▸ **GOAL OF THE EXERCISE**:
Each line of the listing below must be set down exactly.

▸ **DATASET EXCERPT**:
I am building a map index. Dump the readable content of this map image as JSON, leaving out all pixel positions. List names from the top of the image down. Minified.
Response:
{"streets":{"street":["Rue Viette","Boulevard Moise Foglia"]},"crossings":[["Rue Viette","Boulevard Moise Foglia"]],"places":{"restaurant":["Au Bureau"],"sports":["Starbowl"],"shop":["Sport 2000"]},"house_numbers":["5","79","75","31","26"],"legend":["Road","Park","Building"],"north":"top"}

▸ **SOLUTION**:
I am building a map index. Dump the readable content of this map image as JSON, leaving out all pixel positions. List names from the top of the image down. Minified.
Response:
{"streets":{"street":["Rue Viette","Boulevard Moise Foglia"]},"crossings":[["Rue Viette","Boulevard Moise Foglia"]],"places":{"restaurant":["Au Bureau"],"sports":["Starbowl"],"shop":["Sport 2000"]},"house_numbers":["5","79","75","31","26"],"legend":["Road","Park","Building"],"north":"top"}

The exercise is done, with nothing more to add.